Celebrated on the last night of Pesach, Mimouna is a traditional Moroccan holiday which Moroccan Jews have been in the habit of celebrating for about three centuries, before taking it with them on their migrations around the world and preserving the customs and rituals that remind them of their homeland.

Although it relates to Jews from the Arab Maghreb and North Africa, this religious holiday has almost disappeared from some countries in the region, except for Moroccan Jews who continue to celebrate it, including those who have settled in Israel, to the extent that it has become a national holiday in the Jewish State and it is celebrated by its Prime Minister himself.

Mimouna is also a festival symbolizing the coexistence, tolerance and love that exists between Moroccan Jews and Muslims. On this occasion, Jewish families open their doors to their Muslim friends and neighbors. The latter prepare the menu for this blessed evening, including cakes and bread that the Jews have been deprived of throughout the eight days of Passa’h. They present these foods to their Jewish neighbors and wish them a happy end to Passover by saying, “Rejoice and be happy! »

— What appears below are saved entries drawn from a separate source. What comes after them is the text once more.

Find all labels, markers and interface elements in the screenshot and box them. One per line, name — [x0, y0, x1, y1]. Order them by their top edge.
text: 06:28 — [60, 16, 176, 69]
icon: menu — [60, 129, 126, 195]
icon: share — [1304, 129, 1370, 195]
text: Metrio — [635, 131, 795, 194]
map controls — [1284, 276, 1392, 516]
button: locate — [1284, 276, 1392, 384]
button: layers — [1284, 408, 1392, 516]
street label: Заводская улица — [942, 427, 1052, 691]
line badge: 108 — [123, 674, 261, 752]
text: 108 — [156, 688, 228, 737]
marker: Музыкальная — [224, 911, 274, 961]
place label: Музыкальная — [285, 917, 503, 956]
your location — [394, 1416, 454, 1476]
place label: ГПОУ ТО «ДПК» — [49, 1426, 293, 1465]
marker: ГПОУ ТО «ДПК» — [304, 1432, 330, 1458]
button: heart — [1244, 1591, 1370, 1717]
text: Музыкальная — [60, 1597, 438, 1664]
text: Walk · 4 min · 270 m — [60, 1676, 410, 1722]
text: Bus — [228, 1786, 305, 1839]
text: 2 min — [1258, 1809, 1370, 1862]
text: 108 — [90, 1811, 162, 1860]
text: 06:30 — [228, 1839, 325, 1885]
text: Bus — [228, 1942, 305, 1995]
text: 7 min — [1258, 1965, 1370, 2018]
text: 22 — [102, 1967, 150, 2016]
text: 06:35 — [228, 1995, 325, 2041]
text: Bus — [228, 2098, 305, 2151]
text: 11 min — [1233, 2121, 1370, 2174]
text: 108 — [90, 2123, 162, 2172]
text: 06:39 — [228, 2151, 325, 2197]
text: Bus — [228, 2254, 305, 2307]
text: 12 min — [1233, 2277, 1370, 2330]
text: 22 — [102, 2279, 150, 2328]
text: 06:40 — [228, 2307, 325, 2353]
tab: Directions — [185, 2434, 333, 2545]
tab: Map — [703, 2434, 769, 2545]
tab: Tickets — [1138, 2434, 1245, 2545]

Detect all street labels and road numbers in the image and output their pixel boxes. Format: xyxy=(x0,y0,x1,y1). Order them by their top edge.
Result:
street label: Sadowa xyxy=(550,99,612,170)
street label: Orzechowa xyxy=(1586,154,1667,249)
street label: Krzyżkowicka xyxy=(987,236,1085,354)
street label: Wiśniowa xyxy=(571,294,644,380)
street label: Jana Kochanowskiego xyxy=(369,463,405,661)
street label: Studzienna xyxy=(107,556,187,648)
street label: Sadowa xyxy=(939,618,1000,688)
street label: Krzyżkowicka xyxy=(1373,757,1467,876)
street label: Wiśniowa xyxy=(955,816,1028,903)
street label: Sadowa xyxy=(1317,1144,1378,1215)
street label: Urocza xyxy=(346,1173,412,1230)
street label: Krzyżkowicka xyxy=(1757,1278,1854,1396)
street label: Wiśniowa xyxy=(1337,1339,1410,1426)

On the occasion of Mimouna, Jewish and Muslim families prepare some special dishes, such as La mofletta, a Jewish pancake that is eaten with butter, honey or jam. Trid, donuts and Chebbakiya are also prepared. Muslim guests also bring with them many kinds of food such as ghee, butter, mint, yeast, flour, fish, whey and honey. This festival is celebrated to the rhythm of traditional and popular music and songs.

Historians disagree about the origin of “Mimouna”. Some believe that it is based on the Arabic word meaning “good omen”, while others claim that the term refers to the name of the famous Rabbi Mimoune ben Youssef, whose death anniversary coincides with this festival. Others, on the contrary, believe that the term “Mimouna” refers to “Mouna”, a cake which was famous in Andalusia and which the Jews brought back with them. Still others maintain that the term is derived from the Hebrew word “Imona,” which means “faith” and refers to the ingrained belief among Jews about the return of Christ on an April day. Others believe that the term is derived from the Hebrew word Mamoun, which means “money”. Thus, they believe that the night of Mimouna corresponds to the beginning of spring as well as the commercial year that the Jews wish it to be prosperous.

Because of the health emergency measures put in place to counter the spread of the Coronavirus, Moroccan Jews are forced to celebrate Mimouna away from their families, friends and neighbors.